* **What is required**
All of the data needs to be printed again, exactly as written.

***** Information

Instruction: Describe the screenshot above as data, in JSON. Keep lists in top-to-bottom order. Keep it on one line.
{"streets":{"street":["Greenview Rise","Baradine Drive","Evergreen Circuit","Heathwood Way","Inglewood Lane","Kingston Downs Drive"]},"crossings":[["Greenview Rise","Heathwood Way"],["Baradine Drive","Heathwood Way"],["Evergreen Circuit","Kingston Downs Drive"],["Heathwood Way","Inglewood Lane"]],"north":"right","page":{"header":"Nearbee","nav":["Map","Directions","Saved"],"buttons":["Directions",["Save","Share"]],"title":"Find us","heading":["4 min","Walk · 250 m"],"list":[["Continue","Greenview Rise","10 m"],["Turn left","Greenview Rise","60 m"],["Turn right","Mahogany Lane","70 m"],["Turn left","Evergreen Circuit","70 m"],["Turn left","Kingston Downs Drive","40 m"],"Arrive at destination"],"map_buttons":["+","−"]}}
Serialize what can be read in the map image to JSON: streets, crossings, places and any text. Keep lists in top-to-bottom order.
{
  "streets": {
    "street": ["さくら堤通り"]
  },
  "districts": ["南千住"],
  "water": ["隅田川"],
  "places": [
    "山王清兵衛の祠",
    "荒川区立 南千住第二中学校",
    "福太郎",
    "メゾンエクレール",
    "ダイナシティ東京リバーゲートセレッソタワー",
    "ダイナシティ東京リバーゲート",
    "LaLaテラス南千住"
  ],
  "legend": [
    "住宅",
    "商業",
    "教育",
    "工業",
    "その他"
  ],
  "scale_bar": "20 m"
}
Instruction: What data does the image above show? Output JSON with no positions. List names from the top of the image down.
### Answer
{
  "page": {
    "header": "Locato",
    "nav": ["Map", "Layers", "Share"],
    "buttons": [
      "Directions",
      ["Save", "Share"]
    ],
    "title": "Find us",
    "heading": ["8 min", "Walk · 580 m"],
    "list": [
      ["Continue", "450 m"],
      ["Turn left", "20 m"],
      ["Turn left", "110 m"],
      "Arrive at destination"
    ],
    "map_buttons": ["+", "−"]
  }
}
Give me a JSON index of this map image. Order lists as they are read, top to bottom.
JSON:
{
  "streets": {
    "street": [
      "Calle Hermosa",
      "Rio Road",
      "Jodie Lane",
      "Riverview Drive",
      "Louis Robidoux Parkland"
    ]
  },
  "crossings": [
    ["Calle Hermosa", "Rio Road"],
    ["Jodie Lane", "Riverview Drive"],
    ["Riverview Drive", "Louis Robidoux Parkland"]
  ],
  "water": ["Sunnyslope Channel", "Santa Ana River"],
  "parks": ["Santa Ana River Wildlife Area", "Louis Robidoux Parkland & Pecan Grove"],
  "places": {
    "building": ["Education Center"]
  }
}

**********

* **Exercise response**
Instruction: Describe the screenshot above as data, in JSON. Keep lists in top-to-bottom order. Keep it on one line.
{"streets":{"street":["Greenview Rise","Baradine Drive","Evergreen Circuit","Heathwood Way","Inglewood Lane","Kingston Downs Drive"]},"crossings":[["Greenview Rise","Heathwood Way"],["Baradine Drive","Heathwood Way"],["Evergreen Circuit","Kingston Downs Drive"],["Heathwood Way","Inglewood Lane"]],"north":"right","page":{"header":"Nearbee","nav":["Map","Directions","Saved"],"buttons":["Directions",["Save","Share"]],"title":"Find us","heading":["4 min","Walk · 250 m"],"list":[["Continue","Greenview Rise","10 m"],["Turn left","Greenview Rise","60 m"],["Turn right","Mahogany Lane","70 m"],["Turn left","Evergreen Circuit","70 m"],["Turn left","Kingston Downs Drive","40 m"],"Arrive at destination"],"map_buttons":["+","−"]}}
Serialize what can be read in the map image to JSON: streets, crossings, places and any text. Keep lists in top-to-bottom order.
{
  "streets": {
    "street": ["さくら堤通り"]
  },
  "districts": ["南千住"],
  "water": ["隅田川"],
  "places": [
    "山王清兵衛の祠",
    "荒川区立 南千住第二中学校",
    "福太郎",
    "メゾンエクレール",
    "ダイナシティ東京リバーゲートセレッソタワー",
    "ダイナシティ東京リバーゲート",
    "LaLaテラス南千住"
  ],
  "legend": [
    "住宅",
    "商業",
    "教育",
    "工業",
    "その他"
  ],
  "scale_bar": "20 m"
}
Instruction: What data does the image above show? Output JSON with no positions. List names from the top of the image down.
### Answer
{
  "page": {
    "header": "Locato",
    "nav": ["Map", "Layers", "Share"],
    "buttons": [
      "Directions",
      ["Save", "Share"]
    ],
    "title": "Find us",
    "heading": ["8 min", "Walk · 580 m"],
    "list": [
      ["Continue", "450 m"],
      ["Turn left", "20 m"],
      ["Turn left", "110 m"],
      "Arrive at destination"
    ],
    "map_buttons": ["+", "−"]
  }
}
Give me a JSON index of this map image. Order lists as they are read, top to bottom.
JSON:
{
  "streets": {
    "street": [
      "Calle Hermosa",
      "Rio Road",
      "Jodie Lane",
      "Riverview Drive",
      "Louis Robidoux Parkland"
    ]
  },
  "crossings": [
    ["Calle Hermosa", "Rio Road"],
    ["Jodie Lane", "Riverview Drive"],
    ["Riverview Drive", "Louis Robidoux Parkland"]
  ],
  "water": ["Sunnyslope Channel", "Santa Ana River"],
  "parks": ["Santa Ana River Wildlife Area", "Louis Robidoux Parkland & Pecan Grove"],
  "places": {
    "building": ["Education Center"]
  }
}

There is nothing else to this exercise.